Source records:
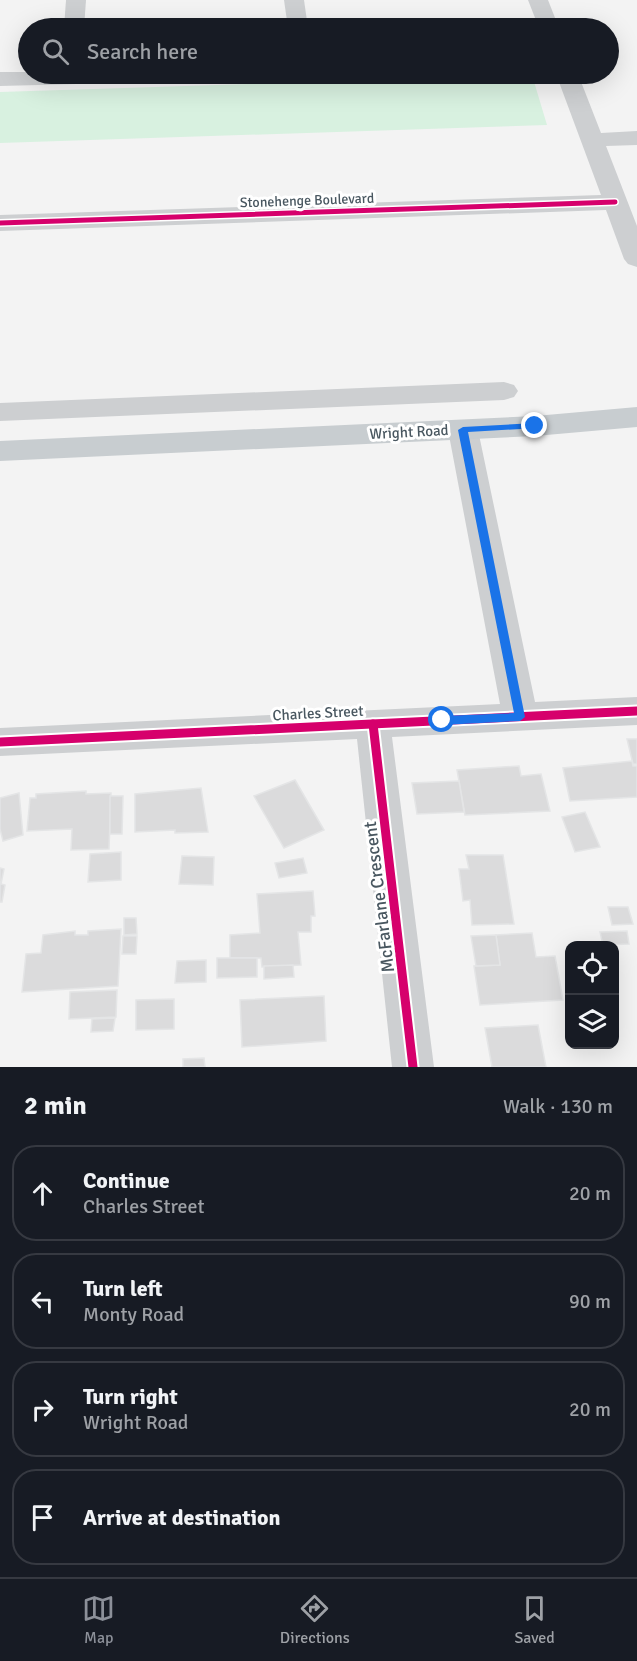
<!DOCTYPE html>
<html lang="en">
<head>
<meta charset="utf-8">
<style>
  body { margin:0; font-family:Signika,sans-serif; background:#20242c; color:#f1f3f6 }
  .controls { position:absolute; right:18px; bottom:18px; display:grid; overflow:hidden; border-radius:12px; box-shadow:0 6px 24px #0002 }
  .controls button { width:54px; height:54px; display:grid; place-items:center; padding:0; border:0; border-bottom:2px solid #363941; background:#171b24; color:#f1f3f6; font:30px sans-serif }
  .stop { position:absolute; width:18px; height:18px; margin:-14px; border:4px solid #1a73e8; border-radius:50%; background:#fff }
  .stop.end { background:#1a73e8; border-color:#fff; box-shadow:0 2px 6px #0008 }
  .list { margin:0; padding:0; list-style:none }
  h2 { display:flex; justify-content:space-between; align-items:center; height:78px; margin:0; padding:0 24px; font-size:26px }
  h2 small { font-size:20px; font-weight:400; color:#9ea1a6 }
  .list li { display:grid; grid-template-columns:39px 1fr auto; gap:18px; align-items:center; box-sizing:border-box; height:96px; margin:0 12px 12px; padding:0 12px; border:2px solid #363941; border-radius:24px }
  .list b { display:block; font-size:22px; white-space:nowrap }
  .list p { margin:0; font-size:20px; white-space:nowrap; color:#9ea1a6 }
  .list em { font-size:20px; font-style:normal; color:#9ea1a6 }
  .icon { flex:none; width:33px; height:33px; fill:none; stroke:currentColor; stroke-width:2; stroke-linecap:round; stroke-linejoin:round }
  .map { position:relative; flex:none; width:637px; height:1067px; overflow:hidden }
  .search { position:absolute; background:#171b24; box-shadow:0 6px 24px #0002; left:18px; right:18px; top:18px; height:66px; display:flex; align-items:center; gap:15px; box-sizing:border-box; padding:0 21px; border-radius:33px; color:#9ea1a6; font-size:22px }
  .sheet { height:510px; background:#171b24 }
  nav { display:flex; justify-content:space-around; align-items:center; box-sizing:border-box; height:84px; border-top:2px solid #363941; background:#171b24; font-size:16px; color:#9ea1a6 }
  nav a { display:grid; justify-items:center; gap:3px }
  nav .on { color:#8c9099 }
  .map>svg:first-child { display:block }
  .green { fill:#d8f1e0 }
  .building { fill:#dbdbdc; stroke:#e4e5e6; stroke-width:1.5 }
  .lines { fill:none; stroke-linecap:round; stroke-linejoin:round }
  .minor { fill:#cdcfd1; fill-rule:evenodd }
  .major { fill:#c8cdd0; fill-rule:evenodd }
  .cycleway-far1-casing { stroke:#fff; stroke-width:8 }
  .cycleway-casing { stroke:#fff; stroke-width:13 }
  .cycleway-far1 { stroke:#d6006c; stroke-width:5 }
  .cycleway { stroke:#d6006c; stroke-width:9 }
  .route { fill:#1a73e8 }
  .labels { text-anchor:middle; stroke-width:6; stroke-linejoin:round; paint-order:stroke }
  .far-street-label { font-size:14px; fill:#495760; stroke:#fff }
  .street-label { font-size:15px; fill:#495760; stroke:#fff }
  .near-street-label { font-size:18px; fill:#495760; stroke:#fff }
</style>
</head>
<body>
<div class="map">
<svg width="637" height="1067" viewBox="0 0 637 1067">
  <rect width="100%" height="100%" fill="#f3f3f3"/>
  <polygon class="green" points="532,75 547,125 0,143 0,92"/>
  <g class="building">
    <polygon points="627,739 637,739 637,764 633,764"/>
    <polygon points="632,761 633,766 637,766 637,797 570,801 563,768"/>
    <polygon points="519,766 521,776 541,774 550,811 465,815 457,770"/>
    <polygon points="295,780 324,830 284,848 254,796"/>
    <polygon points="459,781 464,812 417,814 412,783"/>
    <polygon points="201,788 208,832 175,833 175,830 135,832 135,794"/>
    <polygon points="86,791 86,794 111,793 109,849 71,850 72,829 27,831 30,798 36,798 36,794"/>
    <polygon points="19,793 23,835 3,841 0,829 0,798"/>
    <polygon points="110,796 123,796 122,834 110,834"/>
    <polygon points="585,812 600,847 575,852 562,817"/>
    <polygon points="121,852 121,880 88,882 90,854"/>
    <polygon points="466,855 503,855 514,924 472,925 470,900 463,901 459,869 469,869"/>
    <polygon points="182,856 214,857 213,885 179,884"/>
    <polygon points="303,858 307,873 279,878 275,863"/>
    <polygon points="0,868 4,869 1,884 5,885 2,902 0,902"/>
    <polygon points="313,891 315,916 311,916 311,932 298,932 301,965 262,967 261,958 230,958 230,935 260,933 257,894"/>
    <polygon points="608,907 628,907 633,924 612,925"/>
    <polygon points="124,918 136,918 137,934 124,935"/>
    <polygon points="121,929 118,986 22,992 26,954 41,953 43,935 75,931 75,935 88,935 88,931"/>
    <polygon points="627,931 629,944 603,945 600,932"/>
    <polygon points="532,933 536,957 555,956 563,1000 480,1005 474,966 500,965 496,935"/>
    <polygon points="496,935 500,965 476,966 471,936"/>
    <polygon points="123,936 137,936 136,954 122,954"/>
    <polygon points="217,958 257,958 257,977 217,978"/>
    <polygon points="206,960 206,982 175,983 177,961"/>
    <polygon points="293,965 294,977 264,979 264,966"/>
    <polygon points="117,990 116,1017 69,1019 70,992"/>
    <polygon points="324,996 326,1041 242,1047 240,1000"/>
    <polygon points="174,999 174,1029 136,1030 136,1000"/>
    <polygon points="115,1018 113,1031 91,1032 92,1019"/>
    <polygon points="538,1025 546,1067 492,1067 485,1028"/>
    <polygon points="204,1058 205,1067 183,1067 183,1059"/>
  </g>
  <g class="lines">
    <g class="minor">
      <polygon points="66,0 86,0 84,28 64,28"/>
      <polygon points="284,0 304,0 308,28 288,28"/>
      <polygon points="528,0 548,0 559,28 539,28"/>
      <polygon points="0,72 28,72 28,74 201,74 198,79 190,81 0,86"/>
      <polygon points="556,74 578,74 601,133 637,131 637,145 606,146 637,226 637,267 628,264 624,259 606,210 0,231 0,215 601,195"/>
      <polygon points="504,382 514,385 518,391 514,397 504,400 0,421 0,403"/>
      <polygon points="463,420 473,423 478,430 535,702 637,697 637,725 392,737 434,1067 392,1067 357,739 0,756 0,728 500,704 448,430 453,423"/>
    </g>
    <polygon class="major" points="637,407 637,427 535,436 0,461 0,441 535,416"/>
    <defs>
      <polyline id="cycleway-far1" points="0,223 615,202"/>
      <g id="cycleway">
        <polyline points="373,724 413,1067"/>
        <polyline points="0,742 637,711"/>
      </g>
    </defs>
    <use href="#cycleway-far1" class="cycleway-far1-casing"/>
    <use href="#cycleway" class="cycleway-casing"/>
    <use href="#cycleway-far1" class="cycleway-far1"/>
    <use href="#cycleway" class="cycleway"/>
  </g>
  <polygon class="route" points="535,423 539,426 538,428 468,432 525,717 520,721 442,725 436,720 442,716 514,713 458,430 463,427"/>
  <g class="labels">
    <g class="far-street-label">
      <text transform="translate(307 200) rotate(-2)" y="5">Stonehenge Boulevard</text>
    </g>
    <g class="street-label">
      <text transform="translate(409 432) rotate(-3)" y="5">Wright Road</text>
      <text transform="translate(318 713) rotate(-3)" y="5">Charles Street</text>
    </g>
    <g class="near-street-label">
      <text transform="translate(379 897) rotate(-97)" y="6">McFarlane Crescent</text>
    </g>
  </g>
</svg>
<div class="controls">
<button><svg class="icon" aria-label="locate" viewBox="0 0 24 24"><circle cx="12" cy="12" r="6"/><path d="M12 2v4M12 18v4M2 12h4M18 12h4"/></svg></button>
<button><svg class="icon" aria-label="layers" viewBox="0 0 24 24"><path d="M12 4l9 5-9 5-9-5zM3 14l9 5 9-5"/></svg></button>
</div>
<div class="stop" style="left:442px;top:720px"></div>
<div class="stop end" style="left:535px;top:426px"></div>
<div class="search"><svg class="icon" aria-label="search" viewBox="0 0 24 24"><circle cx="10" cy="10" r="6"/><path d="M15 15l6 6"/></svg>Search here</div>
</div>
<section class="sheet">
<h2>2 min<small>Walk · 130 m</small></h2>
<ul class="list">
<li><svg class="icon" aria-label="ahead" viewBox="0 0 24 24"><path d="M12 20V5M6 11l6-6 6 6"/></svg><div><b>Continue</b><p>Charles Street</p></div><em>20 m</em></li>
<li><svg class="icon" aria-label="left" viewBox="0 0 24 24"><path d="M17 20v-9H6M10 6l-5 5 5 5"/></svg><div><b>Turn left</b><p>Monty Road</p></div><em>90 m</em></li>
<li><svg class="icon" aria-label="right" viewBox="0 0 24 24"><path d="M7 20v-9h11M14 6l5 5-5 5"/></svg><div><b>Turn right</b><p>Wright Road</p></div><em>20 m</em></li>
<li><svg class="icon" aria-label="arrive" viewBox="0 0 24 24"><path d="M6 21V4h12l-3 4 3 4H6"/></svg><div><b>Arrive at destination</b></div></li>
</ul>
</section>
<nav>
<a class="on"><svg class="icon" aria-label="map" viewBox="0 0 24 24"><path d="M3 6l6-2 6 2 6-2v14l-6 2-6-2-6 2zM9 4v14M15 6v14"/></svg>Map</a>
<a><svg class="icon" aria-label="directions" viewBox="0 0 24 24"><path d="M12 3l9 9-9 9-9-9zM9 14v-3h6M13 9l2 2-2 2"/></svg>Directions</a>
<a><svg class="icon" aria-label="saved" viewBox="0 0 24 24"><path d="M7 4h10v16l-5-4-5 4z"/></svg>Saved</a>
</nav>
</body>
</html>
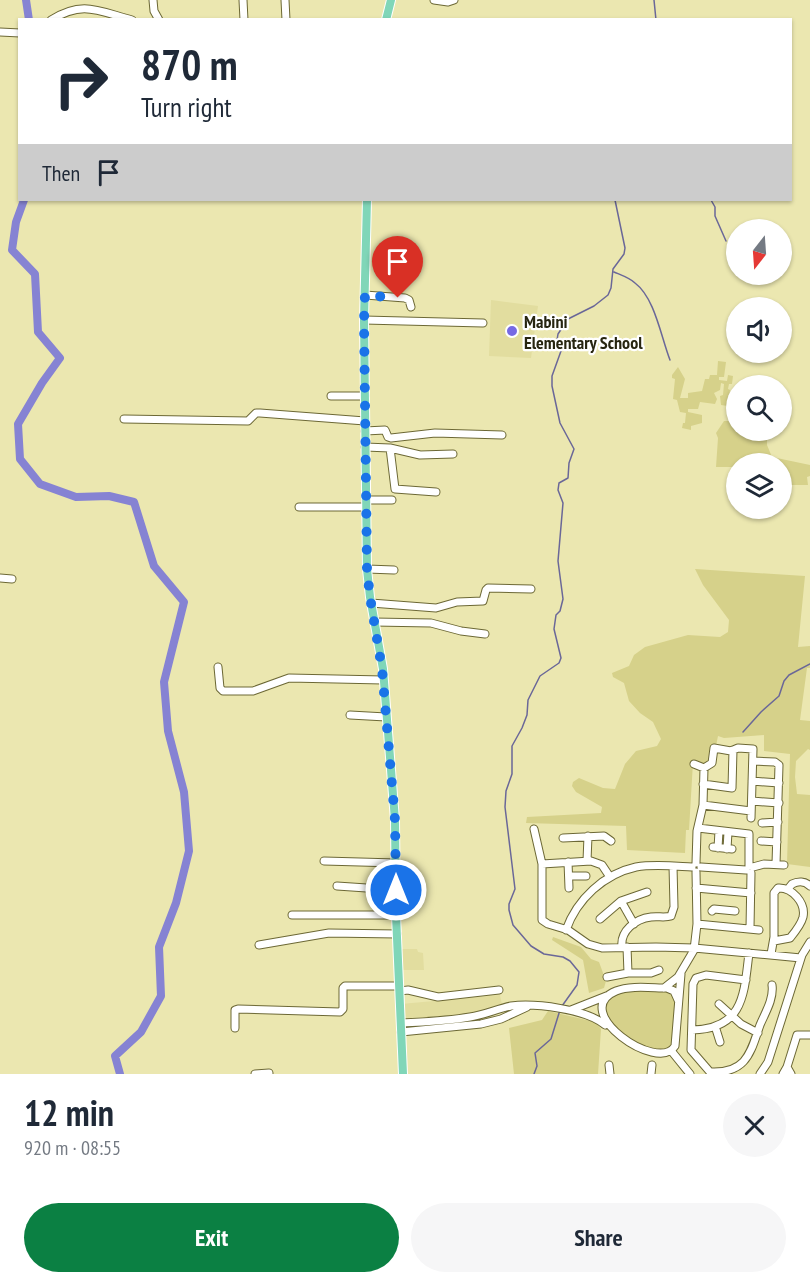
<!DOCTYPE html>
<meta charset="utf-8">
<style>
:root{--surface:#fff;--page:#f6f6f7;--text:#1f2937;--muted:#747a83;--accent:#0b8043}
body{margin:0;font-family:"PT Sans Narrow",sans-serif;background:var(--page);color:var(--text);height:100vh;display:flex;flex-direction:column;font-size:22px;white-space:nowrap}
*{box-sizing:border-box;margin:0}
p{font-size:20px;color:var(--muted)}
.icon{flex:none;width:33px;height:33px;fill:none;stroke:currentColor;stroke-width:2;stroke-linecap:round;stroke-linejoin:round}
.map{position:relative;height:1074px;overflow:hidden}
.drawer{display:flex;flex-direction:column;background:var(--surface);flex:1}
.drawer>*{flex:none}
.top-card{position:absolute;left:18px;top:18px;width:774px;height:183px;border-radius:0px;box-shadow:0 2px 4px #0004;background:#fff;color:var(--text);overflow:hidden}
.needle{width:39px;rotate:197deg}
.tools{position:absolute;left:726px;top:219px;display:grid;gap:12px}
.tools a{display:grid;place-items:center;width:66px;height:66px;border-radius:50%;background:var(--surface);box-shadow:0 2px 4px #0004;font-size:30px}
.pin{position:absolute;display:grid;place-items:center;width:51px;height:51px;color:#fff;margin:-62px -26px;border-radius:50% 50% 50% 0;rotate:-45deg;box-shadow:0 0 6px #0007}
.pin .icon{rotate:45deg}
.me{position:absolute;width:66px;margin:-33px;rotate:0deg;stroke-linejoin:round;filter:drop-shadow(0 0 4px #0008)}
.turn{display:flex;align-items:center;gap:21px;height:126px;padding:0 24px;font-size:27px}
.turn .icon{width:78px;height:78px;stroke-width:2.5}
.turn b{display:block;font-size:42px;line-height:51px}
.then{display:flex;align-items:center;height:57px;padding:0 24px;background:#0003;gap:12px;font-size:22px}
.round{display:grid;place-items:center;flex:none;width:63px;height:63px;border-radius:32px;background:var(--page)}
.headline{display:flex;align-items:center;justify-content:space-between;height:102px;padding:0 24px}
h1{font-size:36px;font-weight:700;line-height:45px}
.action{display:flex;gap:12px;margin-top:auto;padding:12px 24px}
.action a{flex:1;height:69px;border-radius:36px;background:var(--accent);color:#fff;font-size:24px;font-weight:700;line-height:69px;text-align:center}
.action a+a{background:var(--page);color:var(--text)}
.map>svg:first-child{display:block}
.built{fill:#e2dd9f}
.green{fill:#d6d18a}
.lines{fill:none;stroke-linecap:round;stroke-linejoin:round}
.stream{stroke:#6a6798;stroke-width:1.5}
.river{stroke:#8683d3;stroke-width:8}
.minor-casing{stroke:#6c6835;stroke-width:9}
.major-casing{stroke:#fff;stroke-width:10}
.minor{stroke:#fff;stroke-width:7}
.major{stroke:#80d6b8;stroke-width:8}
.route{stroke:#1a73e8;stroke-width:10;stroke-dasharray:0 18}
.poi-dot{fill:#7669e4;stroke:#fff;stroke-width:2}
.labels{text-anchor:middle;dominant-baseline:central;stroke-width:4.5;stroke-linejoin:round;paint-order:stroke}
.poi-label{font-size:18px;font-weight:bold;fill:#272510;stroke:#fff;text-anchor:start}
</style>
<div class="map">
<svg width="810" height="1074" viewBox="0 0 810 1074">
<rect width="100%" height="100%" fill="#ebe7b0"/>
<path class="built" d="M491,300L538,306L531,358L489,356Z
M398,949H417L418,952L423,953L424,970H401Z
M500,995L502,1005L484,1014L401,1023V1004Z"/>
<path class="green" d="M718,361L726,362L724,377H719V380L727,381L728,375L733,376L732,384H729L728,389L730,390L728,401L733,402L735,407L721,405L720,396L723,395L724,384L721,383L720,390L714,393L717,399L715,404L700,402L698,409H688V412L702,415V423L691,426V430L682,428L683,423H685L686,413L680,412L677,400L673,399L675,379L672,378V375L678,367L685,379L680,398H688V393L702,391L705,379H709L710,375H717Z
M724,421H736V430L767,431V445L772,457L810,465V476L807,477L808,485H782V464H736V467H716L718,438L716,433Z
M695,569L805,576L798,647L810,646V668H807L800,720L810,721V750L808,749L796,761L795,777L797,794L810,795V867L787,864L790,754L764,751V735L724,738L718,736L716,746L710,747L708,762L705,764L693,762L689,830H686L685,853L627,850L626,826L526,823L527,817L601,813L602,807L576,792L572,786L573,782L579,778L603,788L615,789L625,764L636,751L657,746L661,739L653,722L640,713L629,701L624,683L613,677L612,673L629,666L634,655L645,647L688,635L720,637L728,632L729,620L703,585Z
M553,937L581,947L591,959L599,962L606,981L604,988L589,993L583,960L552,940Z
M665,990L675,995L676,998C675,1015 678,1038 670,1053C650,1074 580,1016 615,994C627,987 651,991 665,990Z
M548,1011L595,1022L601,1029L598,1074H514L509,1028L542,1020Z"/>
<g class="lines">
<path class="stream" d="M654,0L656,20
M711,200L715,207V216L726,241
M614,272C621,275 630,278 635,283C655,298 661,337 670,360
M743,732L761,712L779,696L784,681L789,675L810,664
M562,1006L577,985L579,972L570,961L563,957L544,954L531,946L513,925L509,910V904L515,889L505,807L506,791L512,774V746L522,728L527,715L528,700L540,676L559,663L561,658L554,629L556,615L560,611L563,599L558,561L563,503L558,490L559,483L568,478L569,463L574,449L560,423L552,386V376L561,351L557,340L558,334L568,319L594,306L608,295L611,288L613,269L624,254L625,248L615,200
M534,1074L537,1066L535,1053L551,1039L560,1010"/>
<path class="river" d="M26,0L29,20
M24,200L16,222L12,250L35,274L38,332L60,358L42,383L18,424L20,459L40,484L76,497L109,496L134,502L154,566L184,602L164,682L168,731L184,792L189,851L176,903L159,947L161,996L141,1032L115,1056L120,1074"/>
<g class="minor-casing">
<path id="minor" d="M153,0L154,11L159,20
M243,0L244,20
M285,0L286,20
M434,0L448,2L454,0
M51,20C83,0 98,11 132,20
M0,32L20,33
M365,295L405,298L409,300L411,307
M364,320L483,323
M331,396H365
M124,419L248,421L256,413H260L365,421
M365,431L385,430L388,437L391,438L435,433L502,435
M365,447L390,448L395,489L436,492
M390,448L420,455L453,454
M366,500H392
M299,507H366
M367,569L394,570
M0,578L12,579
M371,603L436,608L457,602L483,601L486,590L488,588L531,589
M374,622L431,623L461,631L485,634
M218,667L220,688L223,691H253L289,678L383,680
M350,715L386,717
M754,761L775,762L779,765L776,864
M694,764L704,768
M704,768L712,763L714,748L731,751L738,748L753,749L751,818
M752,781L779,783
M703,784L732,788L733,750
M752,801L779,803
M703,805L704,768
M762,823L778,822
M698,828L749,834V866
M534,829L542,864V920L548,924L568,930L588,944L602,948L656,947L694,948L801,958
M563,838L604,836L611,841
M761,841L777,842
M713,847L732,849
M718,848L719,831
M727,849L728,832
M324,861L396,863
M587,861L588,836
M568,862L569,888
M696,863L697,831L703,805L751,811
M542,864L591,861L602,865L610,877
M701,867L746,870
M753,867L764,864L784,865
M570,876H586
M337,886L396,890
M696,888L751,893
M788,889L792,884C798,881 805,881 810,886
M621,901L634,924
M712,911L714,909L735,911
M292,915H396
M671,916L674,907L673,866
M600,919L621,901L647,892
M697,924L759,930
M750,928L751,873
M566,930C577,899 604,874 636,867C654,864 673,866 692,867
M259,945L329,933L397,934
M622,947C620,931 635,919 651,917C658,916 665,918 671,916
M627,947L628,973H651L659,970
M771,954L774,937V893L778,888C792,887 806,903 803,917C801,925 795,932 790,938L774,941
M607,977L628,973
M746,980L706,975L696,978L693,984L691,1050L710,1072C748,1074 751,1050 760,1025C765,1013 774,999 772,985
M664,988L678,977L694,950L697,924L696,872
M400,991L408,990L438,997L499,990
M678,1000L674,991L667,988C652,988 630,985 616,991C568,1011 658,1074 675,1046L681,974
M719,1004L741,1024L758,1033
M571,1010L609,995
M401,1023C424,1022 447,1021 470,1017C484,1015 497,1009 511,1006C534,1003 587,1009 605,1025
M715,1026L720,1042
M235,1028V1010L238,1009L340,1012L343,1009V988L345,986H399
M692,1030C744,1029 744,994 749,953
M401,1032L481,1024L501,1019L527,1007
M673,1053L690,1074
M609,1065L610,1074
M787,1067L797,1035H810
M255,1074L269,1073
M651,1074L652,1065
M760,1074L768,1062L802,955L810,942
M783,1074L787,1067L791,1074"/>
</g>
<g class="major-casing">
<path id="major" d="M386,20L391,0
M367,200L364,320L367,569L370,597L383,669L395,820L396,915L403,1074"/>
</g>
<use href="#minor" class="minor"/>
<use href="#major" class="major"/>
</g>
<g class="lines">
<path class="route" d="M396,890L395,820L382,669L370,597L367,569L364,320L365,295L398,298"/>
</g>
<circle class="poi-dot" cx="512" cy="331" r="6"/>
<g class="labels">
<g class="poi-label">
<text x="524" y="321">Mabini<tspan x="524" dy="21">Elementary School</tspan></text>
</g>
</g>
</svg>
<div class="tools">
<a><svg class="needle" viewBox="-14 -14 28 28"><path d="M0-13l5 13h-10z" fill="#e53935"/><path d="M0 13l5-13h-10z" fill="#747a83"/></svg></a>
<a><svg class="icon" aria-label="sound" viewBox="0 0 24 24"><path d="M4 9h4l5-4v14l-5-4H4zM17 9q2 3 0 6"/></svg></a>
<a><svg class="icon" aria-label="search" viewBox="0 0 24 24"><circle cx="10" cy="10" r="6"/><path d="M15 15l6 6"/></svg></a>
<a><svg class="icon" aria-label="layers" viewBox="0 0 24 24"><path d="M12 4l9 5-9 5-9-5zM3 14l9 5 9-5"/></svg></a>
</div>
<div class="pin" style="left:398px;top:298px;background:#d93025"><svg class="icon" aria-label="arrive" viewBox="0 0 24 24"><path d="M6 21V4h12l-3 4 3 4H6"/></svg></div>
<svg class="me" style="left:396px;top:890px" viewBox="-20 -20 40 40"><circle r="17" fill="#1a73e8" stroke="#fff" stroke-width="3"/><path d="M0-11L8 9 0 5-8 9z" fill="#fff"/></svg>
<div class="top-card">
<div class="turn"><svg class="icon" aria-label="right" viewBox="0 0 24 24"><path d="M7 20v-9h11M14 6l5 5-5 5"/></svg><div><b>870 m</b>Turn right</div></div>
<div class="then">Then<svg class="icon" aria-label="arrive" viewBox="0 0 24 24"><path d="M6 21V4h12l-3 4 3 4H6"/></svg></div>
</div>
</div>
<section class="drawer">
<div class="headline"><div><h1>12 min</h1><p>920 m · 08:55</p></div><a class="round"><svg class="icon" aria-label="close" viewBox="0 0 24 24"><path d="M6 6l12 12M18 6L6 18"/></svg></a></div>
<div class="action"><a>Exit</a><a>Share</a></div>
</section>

Task brief:
Within the entries above, count the lines that include "tools". The answer is that number alone.

Task output:
3